Introduction
Epidural anesthesia (EA) and spinal anesthesia (SA) are regional anesthesia techniques preferred over general anesthesia (GA) in pregnant women who require cesarean section for delivery because of the potentially difficult airway management and systemic effects of GA on the fetus and uterine tone under GA [1, 2]. In comparison to SA, an additional local anesthetic can be administered with EA to prolong the duration of anesthesia. A catheter is also an effective access point for post-operative pain control. Epidural morphine [3, 4] and programmed intermittent epidural bolus [5] would provide adequate analgesia, while post-operative pain control in SA may require additional efforts such as nerve block [6] or intravenous patient-controlled analgesia [7] to prolong the duration of pain control. However, the average failure rate ranges from 13.4 to 22.1% in cesarean sections under EA [8, 9] compared to 0.9–2.5% under SA [10, 11].

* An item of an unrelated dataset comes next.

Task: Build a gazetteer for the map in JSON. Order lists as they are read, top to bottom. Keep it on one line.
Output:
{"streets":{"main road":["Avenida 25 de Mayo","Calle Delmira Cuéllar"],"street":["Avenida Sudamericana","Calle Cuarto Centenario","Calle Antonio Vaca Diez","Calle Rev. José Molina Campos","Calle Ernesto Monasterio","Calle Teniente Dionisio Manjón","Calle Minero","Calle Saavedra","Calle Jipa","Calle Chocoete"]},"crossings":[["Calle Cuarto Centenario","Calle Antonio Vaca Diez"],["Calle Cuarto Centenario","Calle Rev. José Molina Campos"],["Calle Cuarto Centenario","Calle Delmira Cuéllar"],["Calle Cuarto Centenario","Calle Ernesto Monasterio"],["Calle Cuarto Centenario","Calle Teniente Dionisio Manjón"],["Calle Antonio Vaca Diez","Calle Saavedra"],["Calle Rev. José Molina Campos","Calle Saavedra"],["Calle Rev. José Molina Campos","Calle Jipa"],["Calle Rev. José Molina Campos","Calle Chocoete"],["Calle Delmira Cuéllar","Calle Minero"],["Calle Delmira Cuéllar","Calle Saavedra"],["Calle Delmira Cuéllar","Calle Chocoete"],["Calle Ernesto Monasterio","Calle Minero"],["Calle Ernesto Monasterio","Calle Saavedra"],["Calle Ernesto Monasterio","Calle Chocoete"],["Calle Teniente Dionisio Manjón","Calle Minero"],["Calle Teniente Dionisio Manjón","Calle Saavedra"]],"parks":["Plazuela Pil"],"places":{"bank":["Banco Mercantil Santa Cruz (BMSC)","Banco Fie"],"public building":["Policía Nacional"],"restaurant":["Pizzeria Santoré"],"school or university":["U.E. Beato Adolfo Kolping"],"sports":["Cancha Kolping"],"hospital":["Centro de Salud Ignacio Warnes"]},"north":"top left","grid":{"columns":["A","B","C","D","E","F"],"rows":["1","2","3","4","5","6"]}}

Several factors, including patient characteristics and procedural aspects, are associated with an increased risk of epidural failure. High body mass index (BMI), prolonged labor, breakthrough pain during labor analgesia, urgency during cesarean section, an increasing number of top-ups, and maternal height are considered patient-related risk factors [12, 13]. Procedure-related risk factors include anesthesia provided by non-obstetric anesthesiologists, air for loss of resistance, and catheter flexibility [14‐16]. Failure of EA requires additional intravenous anesthetics for sedation to achieve an adequate level of anesthesia, or even conversion to GA with endotracheal intubation. This may be hazardous during sedation or GA conversion because of potentially difficult airways.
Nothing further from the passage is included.